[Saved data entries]
======

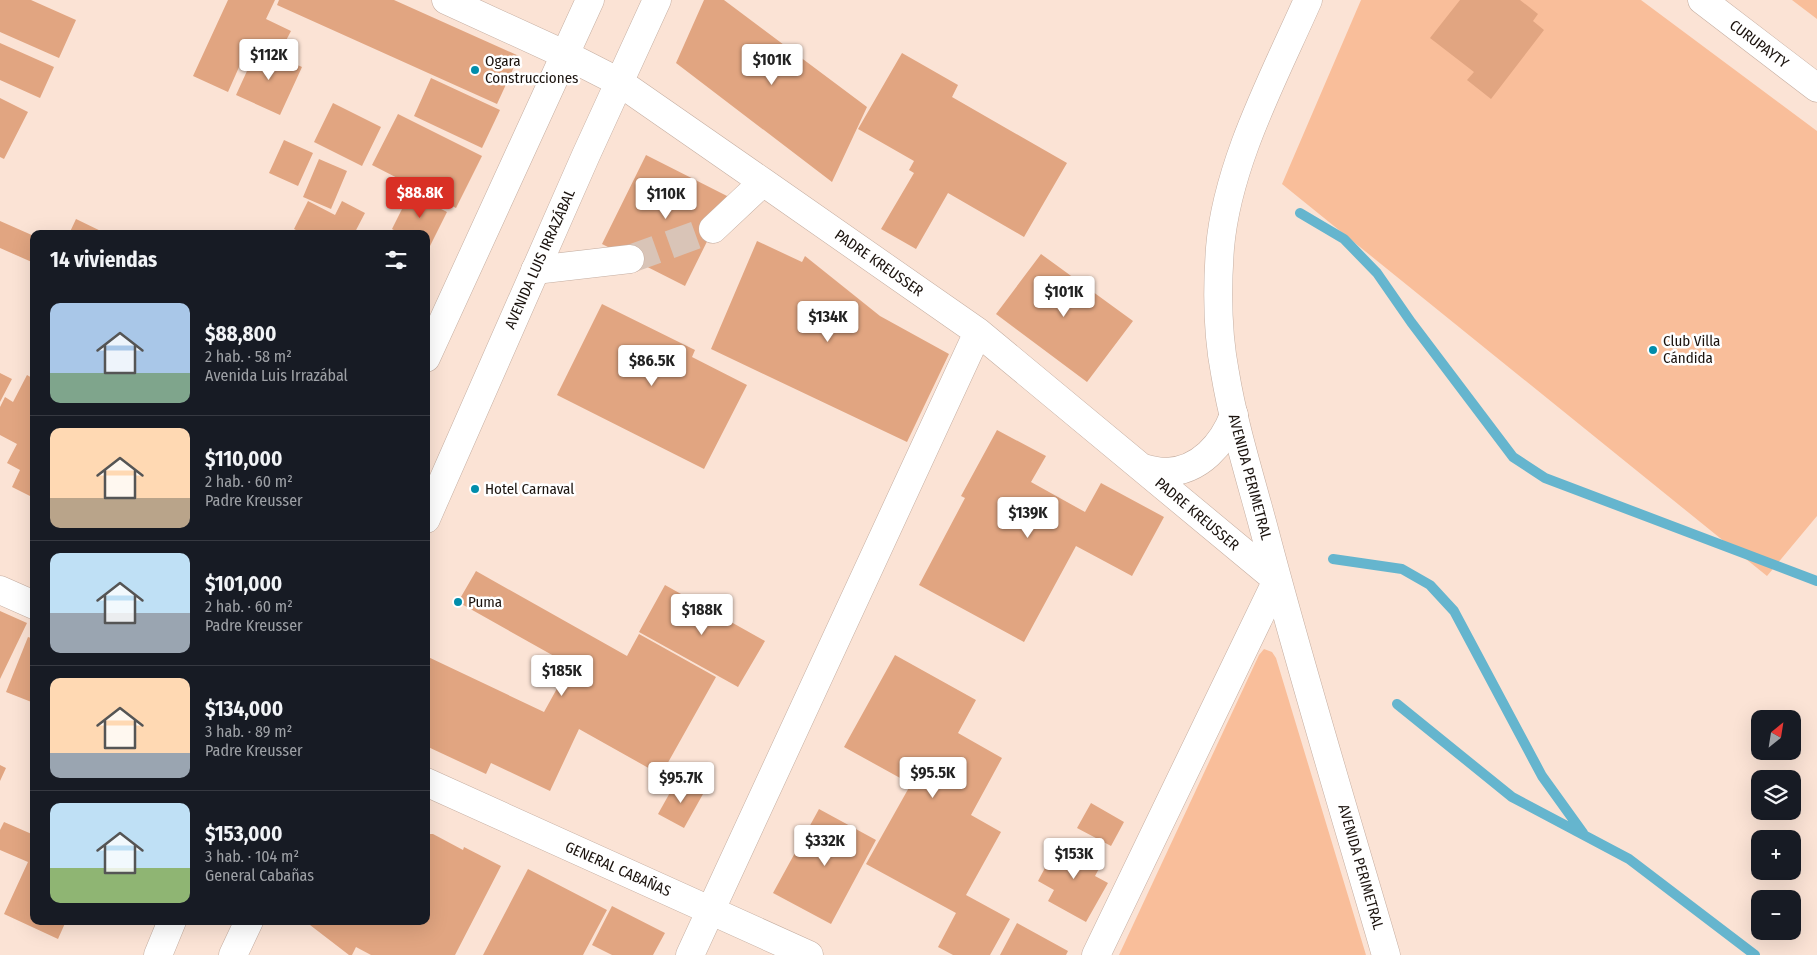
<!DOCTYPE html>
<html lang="es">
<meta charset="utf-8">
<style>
:root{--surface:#171b24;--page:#20242c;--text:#f1f3f6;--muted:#9ea1a6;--line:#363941;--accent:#d93025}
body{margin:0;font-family:"Fira Sans Condensed",sans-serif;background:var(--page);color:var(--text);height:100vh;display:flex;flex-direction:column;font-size:19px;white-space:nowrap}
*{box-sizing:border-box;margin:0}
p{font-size:16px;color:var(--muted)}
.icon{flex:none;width:28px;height:28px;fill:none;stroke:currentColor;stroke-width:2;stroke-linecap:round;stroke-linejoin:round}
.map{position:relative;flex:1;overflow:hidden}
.details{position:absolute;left:30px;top:230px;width:400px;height:695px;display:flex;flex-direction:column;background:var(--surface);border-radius:10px;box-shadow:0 5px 20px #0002}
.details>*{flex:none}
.needle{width:32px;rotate:30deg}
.buttons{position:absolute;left:1751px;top:710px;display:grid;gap:10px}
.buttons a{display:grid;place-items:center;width:50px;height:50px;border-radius:10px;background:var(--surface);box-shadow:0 5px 20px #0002;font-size:25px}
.price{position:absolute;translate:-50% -42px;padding:0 11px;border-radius:5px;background:#fff;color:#222;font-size:16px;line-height:32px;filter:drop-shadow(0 1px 2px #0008)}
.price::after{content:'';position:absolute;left:50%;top:30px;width:15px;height:11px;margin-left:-8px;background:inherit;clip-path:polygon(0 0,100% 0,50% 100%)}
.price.current{background:var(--accent);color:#fff}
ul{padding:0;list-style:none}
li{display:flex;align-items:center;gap:15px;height:125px;padding:0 20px}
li+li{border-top:1px solid var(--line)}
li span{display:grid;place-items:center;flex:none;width:140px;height:100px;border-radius:10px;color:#555}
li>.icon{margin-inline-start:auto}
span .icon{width:60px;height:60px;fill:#fffc;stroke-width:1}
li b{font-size:21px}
h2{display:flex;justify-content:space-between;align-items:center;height:60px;padding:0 20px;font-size:21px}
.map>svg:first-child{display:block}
</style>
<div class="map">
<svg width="1817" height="955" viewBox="0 0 1817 955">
<rect width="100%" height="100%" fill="#fbe3d5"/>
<path fill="#f9be9a" d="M1361,0H1641L1817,131V516L1767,576L1282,184Z
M1792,0H1817V19Z
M1264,649L1272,652L1276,658L1366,955H1119L1259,655Z"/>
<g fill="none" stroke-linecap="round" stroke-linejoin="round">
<path stroke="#65b5ce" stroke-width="10" d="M1300,213L1344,239L1377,273L1411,322L1513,457L1545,478L1817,581
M1333,559L1402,569L1430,585L1454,611L1542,776L1583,833
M1397,704L1512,797L1629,859L1755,955"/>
</g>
<path fill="#e1a581" d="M0,0H31L76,20L59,58L0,32Z
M228,0H275L266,19L291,31L280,52L251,40L228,92L193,76Z
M279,0H394L519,56L497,104L277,5Z
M704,0H724L867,107L832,182L676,63Z
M1460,0H1520L1538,14L1533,21L1544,30L1491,99L1467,80L1474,72L1430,38Z
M0,43L54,67L40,98L0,80Z
M258,47L302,67L280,115L236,95Z
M902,53L958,85L952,97L1067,163L1024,237L948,193L916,249L881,229L914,173L909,170L914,161L858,129Z
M431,78L500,110L482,148L414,116Z
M0,98L28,112L4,159L0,157Z
M333,103L381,127L362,166L314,142Z
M398,114L482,156L456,208L372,165Z
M284,140L313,153L298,186L269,173Z
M646,155L729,197L685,286L602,244Z
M319,159L347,171L331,209L303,197Z
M410,193L447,212L429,248L426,246V234H401L392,229Z
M308,201L335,215L342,201L365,213L354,234H304L294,229Z
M76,219L107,234H69Z
M0,221L34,236V263L0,248Z
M757,241L802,262L805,256L880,316L949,354L907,442L711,349Z
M1041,254L1133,321L1087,382L996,314Z
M602,304L695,350L692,357L747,385L704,469L557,395Z
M0,373L12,379L0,402Z
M27,375L34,379V498L12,487L20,470L7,463L17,444L0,435V407L5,397L13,402Z
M997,430L1046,456L1031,482L1085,512L1101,483L1164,517L1132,576L1076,546L1024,642L919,585L965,498L961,496Z
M476,571L627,656L639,634L716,677L661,775L579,729L550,791L491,763L486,774L426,746V656L544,712L570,665L458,602Z
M665,585L765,641L738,687L639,632Z
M0,611L27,623L0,679Z
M28,637L34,639V703L6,692Z
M895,655L976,700L958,733L1002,758L971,815L1001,832L966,895L1010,919L990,955H953L938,947L956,913L866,864L911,784L844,747Z
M0,765L6,768L0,781Z
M677,780L703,794L684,828L658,814Z
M1091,803L1124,822L1111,846L1077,828Z
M819,809L876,840L831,924L773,893Z
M4,822L34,835V921H66L58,939L4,914L28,862L0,850V830Z
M426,834H433L463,850L464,847L501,866L455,955H371L356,947L352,955H349L310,925L312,921H426Z
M1061,838L1103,861L1095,876L1108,883L1086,922L1048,901L1054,890L1038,881Z
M528,869L607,910L583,955H483Z
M612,906L665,933L653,955H612L592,945Z
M1017,923L1068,951L1066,955H1000Z"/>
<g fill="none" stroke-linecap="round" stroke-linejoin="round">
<path stroke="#d9c4b7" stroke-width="28" stroke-dasharray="28 14" stroke-linecap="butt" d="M630,259L713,229"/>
<g stroke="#c5aea1" stroke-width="29">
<path id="minor" d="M446,0L566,55L619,82L763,182L978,332L1277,580L1096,955
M1702,0L1817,88
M713,229L763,182
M535,270L630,259
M1143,468C1150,470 1159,472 1166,472C1200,471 1223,444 1234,415
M0,590L34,605
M426,782L809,955
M690,955L978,332"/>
</g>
<g stroke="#c5aea1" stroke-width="29">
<path id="major" d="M1308,0C1274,77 1227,164 1220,248C1217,289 1217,332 1225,373C1234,427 1251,480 1265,533C1302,674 1345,814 1386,955"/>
</g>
<g stroke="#c5aea1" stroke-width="29">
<path id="highway" d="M426,358L590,0
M426,519L586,155L657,0
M158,955L172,921
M233,955L249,921"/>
</g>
<use href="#minor" stroke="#fff" stroke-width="28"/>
<use href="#major" stroke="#fff" stroke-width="28"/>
<use href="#highway" stroke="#fff" stroke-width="28"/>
</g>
<g fill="#018dab" stroke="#fff" stroke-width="2">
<circle cx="475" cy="70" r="5"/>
<circle cx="1653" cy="350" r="5"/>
<circle cx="475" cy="489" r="5"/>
<circle cx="458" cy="602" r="5"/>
</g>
<g text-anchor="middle" stroke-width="5" stroke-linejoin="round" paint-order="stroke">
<g font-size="15" fill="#1b130e" stroke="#fff">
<text transform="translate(1759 44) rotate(37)" y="5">CURUPAYTY</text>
<text transform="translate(540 259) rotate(-66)" y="5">AVENIDA LUIS IRRAZÁBAL</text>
<text transform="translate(879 263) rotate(35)" y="5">PADRE KREUSSER</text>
<text transform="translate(1250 477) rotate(75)" y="5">AVENIDA PERIMETRAL</text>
<text transform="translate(1197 514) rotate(40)" y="5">PADRE KREUSSER</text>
<text transform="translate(1361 867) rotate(74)" y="5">AVENIDA PERIMETRAL</text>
<text transform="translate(618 869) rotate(24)" y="5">GENERAL CABAÑAS</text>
</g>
<g font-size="15" fill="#1b130e" stroke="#fff" text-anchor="start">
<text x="485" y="66">Ogara<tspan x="485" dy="17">Construcciones</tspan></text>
<text x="1663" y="346">Club Villa<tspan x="1663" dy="17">Cándida</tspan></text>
<text x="485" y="494">Hotel Carnaval</text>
<text x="468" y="607">Puma</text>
</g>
</g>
</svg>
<div class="buttons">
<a><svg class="needle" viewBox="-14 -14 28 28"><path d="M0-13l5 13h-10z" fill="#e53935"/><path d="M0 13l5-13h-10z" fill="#9ea1a6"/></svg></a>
<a><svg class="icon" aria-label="layers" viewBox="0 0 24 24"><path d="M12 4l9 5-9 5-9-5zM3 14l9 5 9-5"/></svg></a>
<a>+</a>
<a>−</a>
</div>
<b class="price" style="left:269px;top:81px">$112K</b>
<b class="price" style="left:772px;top:86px">$101K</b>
<b class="price current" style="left:420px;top:219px">$88.8K</b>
<b class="price" style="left:666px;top:220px">$110K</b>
<b class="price" style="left:1064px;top:318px">$101K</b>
<b class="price" style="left:828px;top:343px">$134K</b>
<b class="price" style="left:652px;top:387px">$86.5K</b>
<b class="price" style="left:1028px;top:539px">$139K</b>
<b class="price" style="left:702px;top:636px">$188K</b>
<b class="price" style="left:562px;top:697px">$185K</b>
<b class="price" style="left:933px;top:799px">$95.5K</b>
<b class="price" style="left:681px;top:804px">$95.7K</b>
<b class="price" style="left:825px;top:867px">$332K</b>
<b class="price" style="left:1074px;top:880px">$153K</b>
<section class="details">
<h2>14 viviendas<svg class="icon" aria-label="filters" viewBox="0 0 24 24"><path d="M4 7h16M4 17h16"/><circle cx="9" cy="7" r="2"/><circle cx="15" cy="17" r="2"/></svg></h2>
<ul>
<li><span style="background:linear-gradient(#a9c7e8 70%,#7fa58c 0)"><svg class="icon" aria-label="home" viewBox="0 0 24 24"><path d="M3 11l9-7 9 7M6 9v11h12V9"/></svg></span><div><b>$88,800</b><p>2 hab. · 58 m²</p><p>Avenida Luis Irrazábal</p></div></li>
<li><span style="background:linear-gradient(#ffd9b3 70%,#b9a48a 0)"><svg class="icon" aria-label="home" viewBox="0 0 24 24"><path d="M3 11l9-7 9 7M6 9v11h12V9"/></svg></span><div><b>$110,000</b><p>2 hab. · 60 m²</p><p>Padre Kreusser</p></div></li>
<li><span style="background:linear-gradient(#bfe0f5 60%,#9aa5b1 0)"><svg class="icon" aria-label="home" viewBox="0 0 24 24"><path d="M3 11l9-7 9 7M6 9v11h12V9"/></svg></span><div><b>$101,000</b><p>2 hab. · 60 m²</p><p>Padre Kreusser</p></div></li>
<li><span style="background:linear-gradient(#ffd9b3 75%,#9aa5b1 0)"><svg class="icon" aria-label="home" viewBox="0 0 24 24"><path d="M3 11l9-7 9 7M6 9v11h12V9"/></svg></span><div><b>$134,000</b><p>3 hab. · 89 m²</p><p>Padre Kreusser</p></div></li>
<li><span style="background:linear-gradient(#bfe0f5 65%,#8fb573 0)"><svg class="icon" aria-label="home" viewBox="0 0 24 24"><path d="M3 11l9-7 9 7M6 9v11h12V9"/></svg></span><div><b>$153,000</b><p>3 hab. · 104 m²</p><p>General Cabañas</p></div></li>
</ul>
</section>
</div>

======

[What this task involves] Which lines above contain "place"? Show each of them.

[Output]
.buttons a{display:grid;place-items:center;width:50px;height:50px;border-radius:10px;background:var(--surface);box-shadow:0 5px 20px #0002;font-size:25px}
li span{display:grid;place-items:center;flex:none;width:140px;height:100px;border-radius:10px;color:#555}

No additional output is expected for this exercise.